UK airlines have hit back against reports calling for a fairer taxation of the aviation industry to avoid “spiralling” CO2 emissions this decade.
London-based think tank Green Alliance today called on transport secretary Mark Harper to ensure the industry is taxed appropriately.
The government’s failure to tax different modes of transport according to their environmental impact could leave Britain “unfit for net-zero,” the think tank said.
According to research from the New Economics Foundation (NEF), the aviation sector effectively receives a £7bn tax break annually as the industry exempt from paying VAT and fuel duty despite producing eight per cent of UK greenhouse gas emissions.

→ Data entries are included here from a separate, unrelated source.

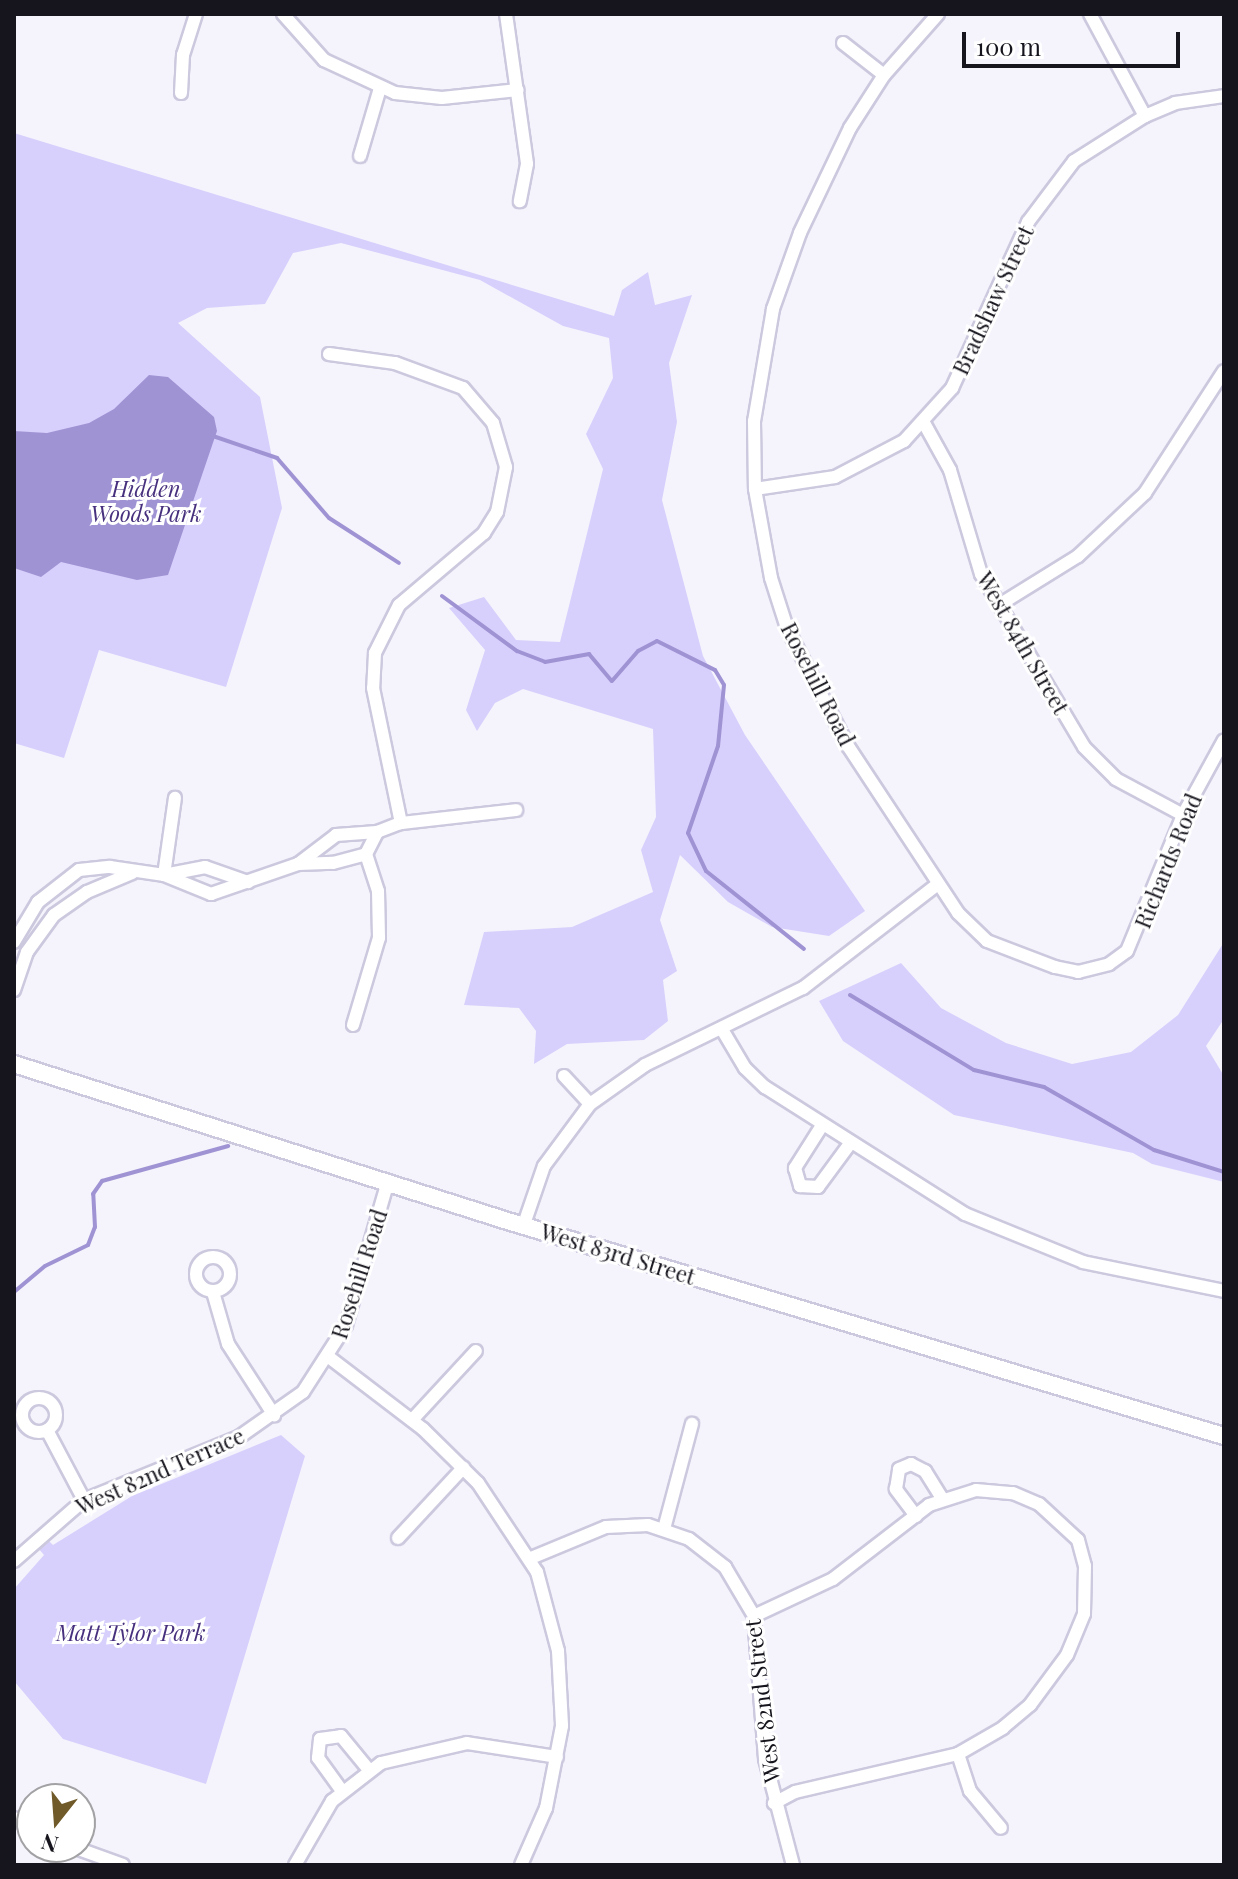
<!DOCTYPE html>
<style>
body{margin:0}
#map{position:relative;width:1238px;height:1879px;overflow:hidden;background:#f5f4fc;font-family:"Playfair Display",serif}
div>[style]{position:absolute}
.green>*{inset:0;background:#d8d0fc}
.water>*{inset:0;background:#a093d4}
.stream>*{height:4px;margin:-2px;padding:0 2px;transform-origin:2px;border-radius:2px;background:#a093d4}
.roads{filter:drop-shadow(2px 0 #ccc8de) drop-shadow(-2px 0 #ccc8de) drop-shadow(0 2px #ccc8de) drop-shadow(0 -2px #ccc8de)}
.minor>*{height:12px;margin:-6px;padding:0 6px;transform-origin:6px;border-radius:6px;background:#fff}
.minor>.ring{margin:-6px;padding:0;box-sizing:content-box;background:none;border:12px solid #fff;border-radius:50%}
.tertiary>*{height:16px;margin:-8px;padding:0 8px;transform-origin:8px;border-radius:8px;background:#fff}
span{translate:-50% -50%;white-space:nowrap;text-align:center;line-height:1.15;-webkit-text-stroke:6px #fff;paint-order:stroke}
.street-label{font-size:22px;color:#16141c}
.park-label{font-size:22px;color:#47307d;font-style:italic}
.frame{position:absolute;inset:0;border:16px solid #16141c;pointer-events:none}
.north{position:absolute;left:16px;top:1783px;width:80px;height:80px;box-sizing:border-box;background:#fff;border:2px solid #a2a1a4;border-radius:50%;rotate:197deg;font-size:22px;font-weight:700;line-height:32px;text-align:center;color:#16141c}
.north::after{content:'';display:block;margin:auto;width:28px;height:36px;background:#715a2a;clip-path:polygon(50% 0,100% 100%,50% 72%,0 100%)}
.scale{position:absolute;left:962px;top:32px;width:218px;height:36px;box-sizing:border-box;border:4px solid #16141c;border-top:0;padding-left:10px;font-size:24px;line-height:28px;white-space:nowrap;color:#16141c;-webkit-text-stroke:6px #fff;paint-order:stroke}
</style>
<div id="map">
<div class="green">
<i style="clip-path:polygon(14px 133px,614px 316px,622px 290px,648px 272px,655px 305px,692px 295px,669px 363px,677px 422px,662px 500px,703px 656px,745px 735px,865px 911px,829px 936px,772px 927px,728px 902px,680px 855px,660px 920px,677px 971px,663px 980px,668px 1021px,644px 1040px,567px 1044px,534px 1064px,536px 1031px,519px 1008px,464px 1005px,484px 932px,572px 927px,653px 892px,641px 850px,656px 817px,653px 729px,523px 689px,495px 703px,477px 731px,466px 710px,485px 650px,449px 608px,484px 597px,516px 640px,560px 642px,603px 469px,586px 434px,613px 378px,609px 338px,563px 326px,480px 280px,341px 243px,293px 253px,265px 304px,207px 308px,178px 323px,260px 397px,282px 508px,226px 687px,99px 650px,64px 758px,14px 743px)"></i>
<i style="clip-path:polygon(1224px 942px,1224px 1019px,1206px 1046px,1224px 1076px,1224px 1182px,1152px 1164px,1133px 1153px,954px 1115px,843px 1041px,819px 1001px,901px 963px,941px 1008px,1006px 1043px,1072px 1064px,1131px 1052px,1178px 1015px)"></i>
<i style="clip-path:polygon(281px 1435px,305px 1456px,206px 1784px,63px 1739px,14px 1681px,14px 1589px,44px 1555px,38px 1548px,47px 1539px,53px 1545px,132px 1496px)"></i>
</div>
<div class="water">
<i style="clip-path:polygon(149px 375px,168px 377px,214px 417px,217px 431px,168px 575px,137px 580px,61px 562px,41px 577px,14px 568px,14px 431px,47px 433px,89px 423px,114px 409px)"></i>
</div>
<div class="stream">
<i style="left:210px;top:435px;width:71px;rotate:18.9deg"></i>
<i style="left:277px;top:458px;width:79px;rotate:49.1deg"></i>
<i style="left:329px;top:518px;width:83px;rotate:32.7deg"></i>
<i style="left:442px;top:596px;width:93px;rotate:36.3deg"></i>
<i style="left:517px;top:651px;width:30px;rotate:21deg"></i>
<i style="left:545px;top:662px;width:45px;rotate:-10.3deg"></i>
<i style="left:589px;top:654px;width:35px;rotate:50deg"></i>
<i style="left:612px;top:681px;width:40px;rotate:-49deg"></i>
<i style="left:638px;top:651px;width:21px;rotate:-28deg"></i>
<i style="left:657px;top:641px;width:65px;rotate:26.6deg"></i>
<i style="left:715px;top:670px;width:17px;rotate:59deg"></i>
<i style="left:724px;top:685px;width:61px;rotate:95.6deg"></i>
<i style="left:718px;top:746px;width:92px;rotate:109deg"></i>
<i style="left:688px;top:833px;width:42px;rotate:64.7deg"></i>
<i style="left:706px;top:871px;width:125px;rotate:38.5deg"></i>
<i style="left:850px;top:995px;width:145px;rotate:31.2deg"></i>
<i style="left:974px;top:1070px;width:72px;rotate:13.7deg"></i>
<i style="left:1044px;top:1087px;width:127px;rotate:29.8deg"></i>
<i style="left:1154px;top:1150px;width:73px;rotate:17.4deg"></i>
<i style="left:14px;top:1292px;width:40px;rotate:-40deg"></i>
<i style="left:45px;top:1266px;width:48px;rotate:-26deg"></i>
<i style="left:88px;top:1245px;width:19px;rotate:-69deg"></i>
<i style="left:95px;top:1227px;width:33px;rotate:-93deg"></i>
<i style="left:93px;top:1194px;width:16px;rotate:-55deg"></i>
<i style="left:102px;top:1181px;width:131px;rotate:-15.5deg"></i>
</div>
<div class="roads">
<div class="minor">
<i style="left:283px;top:14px;width:62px;rotate:48.3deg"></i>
<i style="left:324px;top:60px;width:78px;rotate:24.9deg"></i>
<i style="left:395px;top:93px;width:47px;rotate:6.1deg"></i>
<i style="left:442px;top:98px;width:76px;rotate:-6deg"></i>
<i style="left:506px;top:14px;width:151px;rotate:82deg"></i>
<i style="left:527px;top:164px;width:38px;rotate:101deg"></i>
<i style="left:938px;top:14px;width:81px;rotate:131.5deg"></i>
<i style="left:884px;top:75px;width:63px;rotate:122.7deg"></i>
<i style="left:850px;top:128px;width:116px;rotate:115.5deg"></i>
<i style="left:800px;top:233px;width:81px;rotate:109.6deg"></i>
<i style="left:773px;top:309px;width:114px;rotate:99.6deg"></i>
<i style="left:754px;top:421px;width:68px;rotate:89.2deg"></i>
<i style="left:755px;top:489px;width:90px;rotate:79.8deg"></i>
<i style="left:771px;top:578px;width:52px;rotate:72.3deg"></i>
<i style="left:787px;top:628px;width:133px;rotate:62.7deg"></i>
<i style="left:848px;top:746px;width:200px;rotate:56.6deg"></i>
<i style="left:958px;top:913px;width:40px;rotate:44deg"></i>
<i style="left:987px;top:941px;width:73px;rotate:20.9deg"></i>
<i style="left:1055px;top:967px;width:24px;rotate:12deg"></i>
<i style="left:1078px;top:972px;width:32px;rotate:-14deg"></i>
<i style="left:1109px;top:964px;width:22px;rotate:-36deg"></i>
<i style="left:1127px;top:951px;width:147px;rotate:-67.6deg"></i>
<i style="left:1183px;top:815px;width:85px;rotate:-61.3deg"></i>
<i style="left:1090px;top:14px;width:116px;rotate:61.7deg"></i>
<i style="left:843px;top:43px;width:52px;rotate:38deg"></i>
<i style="left:181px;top:93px;width:38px;rotate:-87deg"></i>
<i style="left:183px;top:55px;width:43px;rotate:-72.4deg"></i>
<i style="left:360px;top:156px;width:71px;rotate:-73.6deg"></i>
<i style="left:329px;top:354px;width:67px;rotate:7.8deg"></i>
<i style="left:395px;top:363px;width:72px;rotate:20.2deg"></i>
<i style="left:463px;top:388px;width:46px;rotate:49.4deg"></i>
<i style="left:493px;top:423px;width:46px;rotate:73.5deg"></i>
<i style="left:506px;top:467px;width:46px;rotate:101.3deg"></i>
<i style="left:497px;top:512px;width:25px;rotate:122deg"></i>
<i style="left:484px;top:533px;width:111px;rotate:139.7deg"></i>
<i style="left:399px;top:605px;width:54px;rotate:116.6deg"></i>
<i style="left:375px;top:653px;width:35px;rotate:93deg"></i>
<i style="left:373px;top:688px;width:138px;rotate:78.3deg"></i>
<i style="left:924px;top:423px;width:54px;rotate:61deg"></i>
<i style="left:950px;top:470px;width:109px;rotate:73.4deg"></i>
<i style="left:981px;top:574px;width:201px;rotate:59.2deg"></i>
<i style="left:1084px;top:747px;width:45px;rotate:45deg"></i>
<i style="left:1116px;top:779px;width:76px;rotate:28.2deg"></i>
<i style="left:755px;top:489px;width:81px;rotate:-8.5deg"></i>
<i style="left:835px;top:477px;width:78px;rotate:-27.6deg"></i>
<i style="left:904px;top:441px;width:72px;rotate:-47.8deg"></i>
<i style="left:952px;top:388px;width:183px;rotate:-65.4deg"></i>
<i style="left:1028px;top:222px;width:76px;rotate:-53deg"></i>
<i style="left:1074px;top:161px;width:84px;rotate:-32.4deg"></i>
<i style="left:1145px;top:116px;width:33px;rotate:-23deg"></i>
<i style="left:1175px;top:103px;width:49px;rotate:-8.1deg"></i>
<i style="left:999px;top:605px;width:93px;rotate:-31.8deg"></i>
<i style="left:1078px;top:556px;width:92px;rotate:-43.2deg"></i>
<i style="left:1145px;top:493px;width:145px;rotate:-57.1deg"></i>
<i style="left:366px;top:854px;width:25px;rotate:-63deg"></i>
<i style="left:377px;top:832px;width:26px;rotate:-21deg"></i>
<i style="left:401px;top:823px;width:116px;rotate:-6.4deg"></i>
<i style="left:298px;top:864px;width:48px;rotate:-37.3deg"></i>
<i style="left:336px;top:835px;width:41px;rotate:-4.2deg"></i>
<i style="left:164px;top:875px;width:51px;rotate:22deg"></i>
<i style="left:211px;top:894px;width:92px;rotate:-19deg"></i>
<i style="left:298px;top:864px;width:35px;rotate:-2deg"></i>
<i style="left:333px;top:863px;width:34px;rotate:-15deg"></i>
<i style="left:164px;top:875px;width:78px;rotate:-81.9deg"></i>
<i style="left:14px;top:942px;width:47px;rotate:-59deg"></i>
<i style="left:38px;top:902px;width:52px;rotate:-38deg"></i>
<i style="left:79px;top:870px;width:31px;rotate:-6deg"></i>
<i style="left:110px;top:867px;width:55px;rotate:8.4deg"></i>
<i style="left:164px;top:875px;width:42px;rotate:-11deg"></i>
<i style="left:205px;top:867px;width:46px;rotate:19.2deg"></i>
<i style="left:14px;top:990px;width:40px;rotate:-71.1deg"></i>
<i style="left:27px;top:952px;width:46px;rotate:-53.9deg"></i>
<i style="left:54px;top:915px;width:40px;rotate:-34.9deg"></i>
<i style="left:87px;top:892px;width:49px;rotate:-22.9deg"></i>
<i style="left:353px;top:1025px;width:91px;rotate:-73.4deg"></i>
<i style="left:379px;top:938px;width:47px;rotate:-91.2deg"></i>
<i style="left:378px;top:891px;width:39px;rotate:-108deg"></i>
<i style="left:723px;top:1031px;width:43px;rotate:59.3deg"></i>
<i style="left:745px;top:1068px;width:28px;rotate:44deg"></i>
<i style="left:765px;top:1087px;width:237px;rotate:32.4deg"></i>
<i style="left:965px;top:1214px;width:127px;rotate:22.1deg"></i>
<i style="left:1083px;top:1262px;width:144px;rotate:11.6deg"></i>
<i style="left:564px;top:1076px;width:38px;rotate:47deg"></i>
<i style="left:821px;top:1127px;width:49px;rotate:122.4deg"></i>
<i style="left:795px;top:1168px;width:19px;rotate:74deg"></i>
<i style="left:800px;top:1186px;width:18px;rotate:3deg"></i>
<i style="left:818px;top:1187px;width:52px;rotate:-53.6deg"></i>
<i style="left:524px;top:1224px;width:61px;rotate:-71deg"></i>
<i style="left:544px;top:1166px;width:77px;rotate:-53.4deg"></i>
<i style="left:590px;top:1104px;width:67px;rotate:-35.3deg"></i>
<i style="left:645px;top:1065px;width:176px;rotate:-26deg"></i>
<i style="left:803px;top:988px;width:170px;rotate:-37.6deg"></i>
<i class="ring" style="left:196px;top:1257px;width:22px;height:22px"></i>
<i style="left:213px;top:1292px;width:54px;rotate:73.9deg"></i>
<i style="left:228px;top:1344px;width:85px;rotate:57.1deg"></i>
<i style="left:330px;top:1358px;width:117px;rotate:37.4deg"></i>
<i style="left:423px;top:1429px;width:77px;rotate:44.5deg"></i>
<i style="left:478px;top:1483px;width:107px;rotate:56.5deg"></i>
<i style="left:537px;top:1572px;width:82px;rotate:75.1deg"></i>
<i style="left:558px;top:1651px;width:75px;rotate:86.9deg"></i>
<i style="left:562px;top:1726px;width:84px;rotate:101deg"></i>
<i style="left:546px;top:1808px;width:62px;rotate:113.7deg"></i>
<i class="ring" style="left:22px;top:1398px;width:22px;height:22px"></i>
<i style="left:412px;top:1420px;width:94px;rotate:-47.2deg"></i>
<i style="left:47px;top:1430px;width:79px;rotate:62.1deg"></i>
<i style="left:916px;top:1516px;width:34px;rotate:-127deg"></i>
<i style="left:896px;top:1489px;width:20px;rotate:-81deg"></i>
<i style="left:899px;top:1469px;width:13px;rotate:-23deg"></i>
<i style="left:911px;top:1464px;width:16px;rotate:27deg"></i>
<i style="left:925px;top:1471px;width:34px;rotate:58deg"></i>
<i style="left:664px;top:1529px;width:109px;rotate:-75.1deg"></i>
<i style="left:398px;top:1538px;width:96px;rotate:-47.1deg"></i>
<i style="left:531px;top:1558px;width:81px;rotate:-22.5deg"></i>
<i style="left:606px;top:1527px;width:42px;rotate:-2.7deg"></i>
<i style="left:648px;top:1525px;width:43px;rotate:18.9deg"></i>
<i style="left:689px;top:1539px;width:46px;rotate:37.9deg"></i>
<i style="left:725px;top:1567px;width:57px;rotate:59.4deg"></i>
<i style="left:754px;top:1616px;width:143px;rotate:85.6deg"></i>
<i style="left:765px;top:1759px;width:110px;rotate:75.2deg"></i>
<i style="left:14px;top:1561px;width:93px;rotate:-41.1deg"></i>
<i style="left:84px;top:1500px;width:167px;rotate:-22.1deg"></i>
<i style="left:239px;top:1437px;width:78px;rotate:-35.1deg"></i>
<i style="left:303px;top:1392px;width:80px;rotate:-57.3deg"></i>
<i style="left:346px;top:1325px;width:150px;rotate:-73.7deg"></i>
<i style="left:754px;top:1616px;width:87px;rotate:-25.1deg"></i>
<i style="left:833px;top:1579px;width:121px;rotate:-37.6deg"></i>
<i style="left:929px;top:1505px;width:49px;rotate:-17.7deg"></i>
<i style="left:976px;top:1490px;width:37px;rotate:5deg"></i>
<i style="left:1013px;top:1493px;width:28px;rotate:23deg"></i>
<i style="left:1039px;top:1504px;width:53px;rotate:42.7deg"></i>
<i style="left:1078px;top:1540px;width:27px;rotate:75deg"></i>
<i style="left:1085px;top:1566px;width:48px;rotate:91.2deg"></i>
<i style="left:1084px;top:1614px;width:44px;rotate:112.5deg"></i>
<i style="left:1067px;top:1655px;width:62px;rotate:126.5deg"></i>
<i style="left:1030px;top:1705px;width:35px;rotate:140deg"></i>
<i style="left:1003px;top:1728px;width:52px;rotate:150deg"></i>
<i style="left:958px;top:1754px;width:167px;rotate:166.9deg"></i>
<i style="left:795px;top:1792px;width:24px;rotate:152deg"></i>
<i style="left:958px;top:1754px;width:39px;rotate:72deg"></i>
<i style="left:970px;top:1791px;width:48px;rotate:50deg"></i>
<i style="left:342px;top:1791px;width:41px;rotate:-126deg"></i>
<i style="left:318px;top:1758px;width:19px;rotate:-84deg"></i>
<i style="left:320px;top:1739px;width:21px;rotate:-8deg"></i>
<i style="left:341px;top:1736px;width:44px;rotate:50.5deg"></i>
<i style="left:14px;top:1818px;width:21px;rotate:31deg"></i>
<i style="left:73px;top:1847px;width:53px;rotate:19.8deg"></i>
<i style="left:295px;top:1865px;width:74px;rotate:-60deg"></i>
<i style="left:332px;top:1801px;width:62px;rotate:-37.8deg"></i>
<i style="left:381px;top:1763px;width:88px;rotate:-13.1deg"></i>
<i style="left:467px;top:1743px;width:91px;rotate:8.8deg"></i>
</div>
<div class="tertiary">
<i style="left:14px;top:1064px;width:511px;rotate:17.65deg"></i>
<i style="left:501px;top:1219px;width:755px;rotate:16.71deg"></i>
</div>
</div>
<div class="street-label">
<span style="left:993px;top:300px;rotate:-65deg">Bradshaw Street</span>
<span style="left:1023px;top:643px;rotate:60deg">West 84th Street</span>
<span style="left:818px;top:684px;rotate:63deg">Rosehill Road</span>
<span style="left:1168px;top:861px;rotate:-68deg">Richards Road</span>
<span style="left:618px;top:1254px;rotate:17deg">West 83rd Street</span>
<span style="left:359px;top:1274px;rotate:-72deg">Rosehill Road</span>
<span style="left:160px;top:1471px;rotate:-24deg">West 82nd Terrace</span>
<span style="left:762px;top:1701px;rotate:-97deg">West 82nd Street</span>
</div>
<div class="park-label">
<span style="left:146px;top:501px">Hidden<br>Woods Park</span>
<span style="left:131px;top:1633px">Matt Tylor Park</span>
</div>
<div class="frame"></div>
<div class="north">N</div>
<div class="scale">100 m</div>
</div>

“Despite the huge climate impact and the fact that the richest 10 per cent of people take most of the flights, flying remains largely untaxed,” said Green Alliance’s senior policy adviser.
“The government needs to start having a conversation about how to ensure we tax different types of transport fairly.”
Trade body Airlines UK rebutted the accusations, telling City A.M. the sector pays over £4bn every year to the Treasury in Air Passenger Duty (APD).
“Therefore those who travel the most pay the most,” a spokesperson said.
APD is an excise duty levied per passenger flying both domestically and internationally from the UK.
The tax made the headlines last week after former transport under-secretary Norman Baker called for increasing APD for private jets, which are generally much more polluting than a commercial flight.
A HM Treasury spokesperson said: “Air Passenger Duty raised £3.6bn in 2019-20 and aims to ensure that airlines make a fair contribution to the public finances.
“From April 2023 a new ultra long-haul tax band covering flights that are greater than 5,500 miles from London will be introduced to ensure that those who fly furthest, and have the greatest impact on emissions, incur the greatest duty”.
Airlines UK also said the industry was working alongside the government and private investors to reach net-zero through the use of sustainable aviation fuels (SAFs) and hydrogen flights.
A byproduct of solid waste and food scraps, SAFs reduce emission by 80 per cent over their life cycle.
They are considered the main tool aviation has to become net-zero by 2050 as the adoption of greener alternatives such as hydrogen or electric plans remains a few decades away.
As of now, the UK government has invested £165m to develop eight production plants by 2025 as it aims to make SAFs 10 per cent of airlines’ fuel consumption by 2030.
“This is the way to deal with our emissions – creating jobs and huge export potential and reducing our reliance on imported fuel – rather than taxing consumers and making flying more expensive,” Airlines UK concluded.
The Labour Party declined to comment.